Arnaldo Lopez, Jr. has been an employee of the Metropolitan Transportation Authority of New York for twenty-eight years and was formerly employed as a dispatcher with the NYPD. Mr. Lopez is also a speaker and trainer, handling subjects as diverse as terrorism and customer service. He created the civilian counter-terrorism training program currently in use by New York City Transit and many other major public transportation agencies around the country.
As well as writing, Mr. Lopez is an artist and photographer, having sold several of his works over the years. As a writer his articles have appeared in Railway Age magazine, The Daily News magazine, Homeland Defense Journal, andReptile & Amphibian magazine; scripts in Little Archie and Personality Comics; and short stories in Neo-Opsis magazine, Lost Souls e-zine, Nth Onlinemagazine, Blood Moon magazine, and various other Sci-Fi and/or horror newsletters and fanzines. He was also editor of Offworld, a small science fiction magazine that was once chosen as a “Best Bet” by Sci-Fi television. Chickenhawk is his first novel.
Congratulations on the release of your first book, Chickenhawk. Please tell us about it.
My novel, Chickenhawk, is about a basically ordinary man who leads a double life as an avid customer of the young, male prostitutes who ply their trade throughout the mean streets of Manhattan. His relatively comfortable existence is threatened and his life is turned upside down when he believes that he has contracted the AIDS virus from the prostitutes that he regularly solicits. His growing guilt and madness turn him into a killer of those selfsame prostitutes, and now it becomes the job of the elite detectives of Manhattan North Homicide to stop him.
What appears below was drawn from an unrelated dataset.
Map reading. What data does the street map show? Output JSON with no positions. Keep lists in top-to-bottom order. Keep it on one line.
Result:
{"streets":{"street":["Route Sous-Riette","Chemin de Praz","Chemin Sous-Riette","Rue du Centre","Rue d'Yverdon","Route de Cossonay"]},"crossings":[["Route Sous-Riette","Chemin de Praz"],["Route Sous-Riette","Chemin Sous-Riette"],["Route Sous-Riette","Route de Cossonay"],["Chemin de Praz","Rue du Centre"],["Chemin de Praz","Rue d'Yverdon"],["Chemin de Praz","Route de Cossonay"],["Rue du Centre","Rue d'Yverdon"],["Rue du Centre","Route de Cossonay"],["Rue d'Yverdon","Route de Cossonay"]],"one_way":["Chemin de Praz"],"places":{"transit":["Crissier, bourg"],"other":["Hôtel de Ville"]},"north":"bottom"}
What was your inspiration for it?
While working as a token booth clerk at night for the New York City subway, I couldn’t help but watch the nocturnal comings and goings of the young, male prostitutes, their johns, and the cops as they all went about their business in my station and around the neighborhood. Couple that with real-life newspaper articles or television news stories about the rise of HIV/AIDS among heterosexual, married women in the suburbs, and I felt that I had a compelling story of my own to tell.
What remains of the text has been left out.